[Task instructions]
For each line below that includes the word "position", make a copy.

● ● ● ● ●

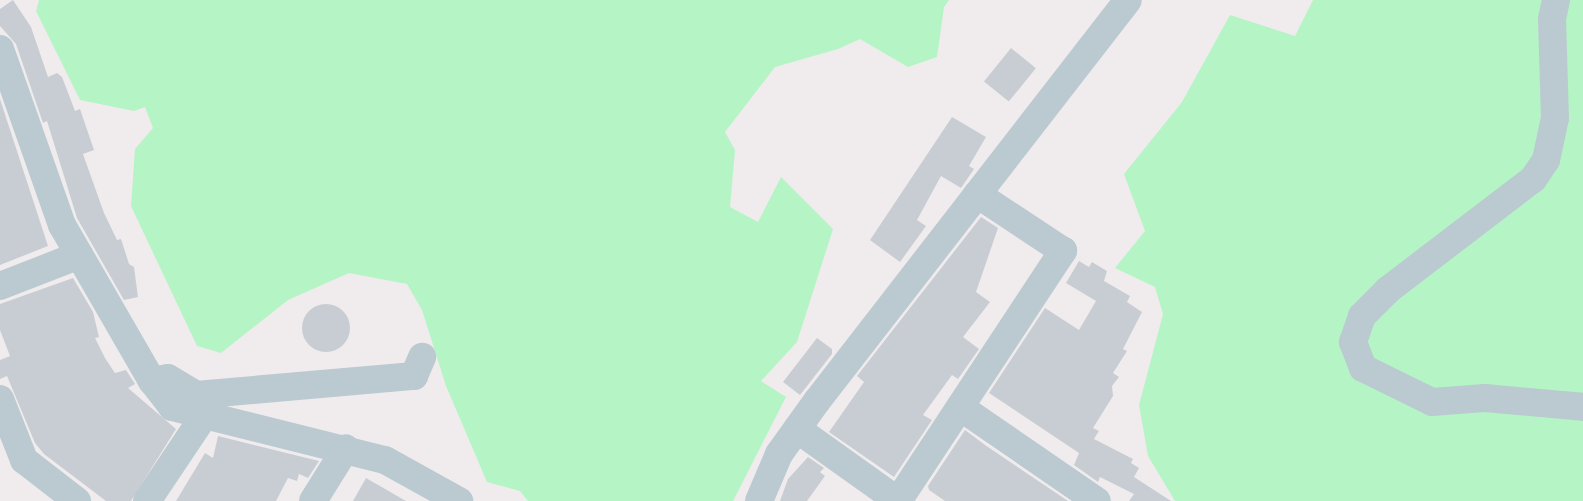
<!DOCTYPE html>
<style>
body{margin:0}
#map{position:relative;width:1583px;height:501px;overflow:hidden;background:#f0eced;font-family:Cabin,sans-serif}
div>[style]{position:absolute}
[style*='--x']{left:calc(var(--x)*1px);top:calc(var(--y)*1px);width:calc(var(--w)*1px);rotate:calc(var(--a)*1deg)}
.green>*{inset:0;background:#b5f4c5}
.building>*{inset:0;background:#c8cdd3;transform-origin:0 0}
.round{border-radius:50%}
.minor>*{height:28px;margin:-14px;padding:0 14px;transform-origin:14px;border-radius:14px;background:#bbcad1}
span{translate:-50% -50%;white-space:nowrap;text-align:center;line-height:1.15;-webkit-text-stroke:4.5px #fff;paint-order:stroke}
</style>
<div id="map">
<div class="green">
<div style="clip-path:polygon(39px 0,949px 0,944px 7px,937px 57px,908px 67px,860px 39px,838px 49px,775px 67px,725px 132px,735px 150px,730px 207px,758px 222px,781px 177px,833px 229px,797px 342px,761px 381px,786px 397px,733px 501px,528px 501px,520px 491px,487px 482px,446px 386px,422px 310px,407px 284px,349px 273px,288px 300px,221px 353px,197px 346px,131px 206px,135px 149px,153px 128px,145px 107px,134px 111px,80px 100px,36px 11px)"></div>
<div style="clip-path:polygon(1313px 0,1583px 0,1583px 501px,1175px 501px,1148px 456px,1139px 405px,1163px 314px,1155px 287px,1115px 268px,1145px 231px,1124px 174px,1182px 102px,1230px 15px,1295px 36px)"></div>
</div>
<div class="building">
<div style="clip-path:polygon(13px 0,31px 27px,48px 77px,57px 73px,62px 77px,75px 111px,80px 109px,94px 150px,83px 154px,104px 213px,117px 240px,121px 239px,129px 264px,134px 267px,138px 297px,124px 300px,77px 218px,47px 121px,43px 123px,16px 44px,0 26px,0 9px)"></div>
<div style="left:1011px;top:48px;width:32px;height:43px;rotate:39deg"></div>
<div style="clip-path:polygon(0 99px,48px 246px,0 265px)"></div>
<div style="clip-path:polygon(952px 117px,986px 137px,969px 166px,974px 169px,961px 188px,941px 176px,917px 220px,926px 226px,900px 262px,870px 240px)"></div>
<div style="clip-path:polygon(981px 217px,998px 228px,976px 292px,990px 302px,963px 337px,979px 349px,958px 379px,952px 375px,923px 415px,932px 420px,894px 477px,829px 432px,864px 382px,857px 376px)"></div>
<div style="clip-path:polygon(1079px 261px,1089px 267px,1092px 262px,1107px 271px,1104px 281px,1130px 296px,1127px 302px,1142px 312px,1123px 349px,1127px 351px,1113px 373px,1119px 377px,1112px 386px,1113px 396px,1093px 428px,1099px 431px,1094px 439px,1133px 459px,1131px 463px,1139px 468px,1134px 477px,1171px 501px,1129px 501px,1134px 494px,1100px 477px,1098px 482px,1074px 465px,1079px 453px,989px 393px,1045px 308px,1079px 330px,1096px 301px,1066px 283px)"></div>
<div style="clip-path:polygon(73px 278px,93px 312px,99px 337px,95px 338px,105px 358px,115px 373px,126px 370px,135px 384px,128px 388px,176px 429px,131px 501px,106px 501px,44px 454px,35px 443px,7px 376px,0 379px,0 360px,10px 356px,0 330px,0 304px)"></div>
<div class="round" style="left:302px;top:304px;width:48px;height:48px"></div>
<div style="clip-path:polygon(817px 338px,832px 349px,832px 354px,800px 395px,783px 382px)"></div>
<div style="clip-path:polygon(965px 430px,985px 445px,1068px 501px,945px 501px,929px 490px,928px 486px)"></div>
<div style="clip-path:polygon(218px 436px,319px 461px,308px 478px,299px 474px,297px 481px,288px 478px,276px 501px,176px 501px,205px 453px,213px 458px)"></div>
<div style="clip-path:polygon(808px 457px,824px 468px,820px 472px,825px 476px,807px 501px,780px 501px,788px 479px)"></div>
<div style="clip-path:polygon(366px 478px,406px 501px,353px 501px)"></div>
</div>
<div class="minor">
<div style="--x:1556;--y:0;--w:19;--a:102"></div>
<div style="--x:1552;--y:19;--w:99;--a:88.3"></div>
<div style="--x:1555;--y:118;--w:43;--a:102.1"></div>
<div style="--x:1546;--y:160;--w:23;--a:124"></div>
<div style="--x:1533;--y:179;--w:183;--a:142.6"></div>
<div style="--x:1388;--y:290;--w:37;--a:135"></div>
<div style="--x:1362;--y:316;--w:28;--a:109"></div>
<div style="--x:1353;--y:342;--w:28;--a:69"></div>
<div style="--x:1363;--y:368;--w:77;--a:26.2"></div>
<div style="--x:1432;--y:402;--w:53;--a:-4.3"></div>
<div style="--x:1485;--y:398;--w:98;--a:5.2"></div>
<div style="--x:0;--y:49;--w:187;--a:70.6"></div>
<div style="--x:62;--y:225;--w:180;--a:60"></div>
<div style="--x:152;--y:381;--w:33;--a:52"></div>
<div style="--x:172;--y:407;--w:219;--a:14"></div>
<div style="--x:385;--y:460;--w:85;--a:29"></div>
<div style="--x:0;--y:286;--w:83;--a:-21.3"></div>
<div style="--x:152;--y:381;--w:16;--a:-11"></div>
<div style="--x:168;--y:378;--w:33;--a:31"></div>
<div style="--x:196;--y:395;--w:219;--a:-5"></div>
<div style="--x:414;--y:376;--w:21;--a:-67"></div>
<div style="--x:0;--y:399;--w:66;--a:68.5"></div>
<div style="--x:24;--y:460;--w:67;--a:37.7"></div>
<div style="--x:960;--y:407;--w:166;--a:34.5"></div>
<div style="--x:797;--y:429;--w:124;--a:35.5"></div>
<div style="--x:147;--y:501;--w:102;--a:-56.2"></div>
<div style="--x:313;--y:501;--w:62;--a:-58.1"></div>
<div style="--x:759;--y:501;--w:51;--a:-66.9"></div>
<div style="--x:779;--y:454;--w:65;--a:-54.4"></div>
<div style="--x:817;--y:401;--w:507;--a:-52.2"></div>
<div style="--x:898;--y:501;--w:300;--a:-56.6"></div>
<div style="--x:1063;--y:251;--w:103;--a:-146.5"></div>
</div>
</div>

● ● ● ● ●

[Written response]
#map{position:relative;width:1583px;height:501px;overflow:hidden;background:#f0eced;font-family:Cabin,sans-serif}
div>[style]{position:absolute}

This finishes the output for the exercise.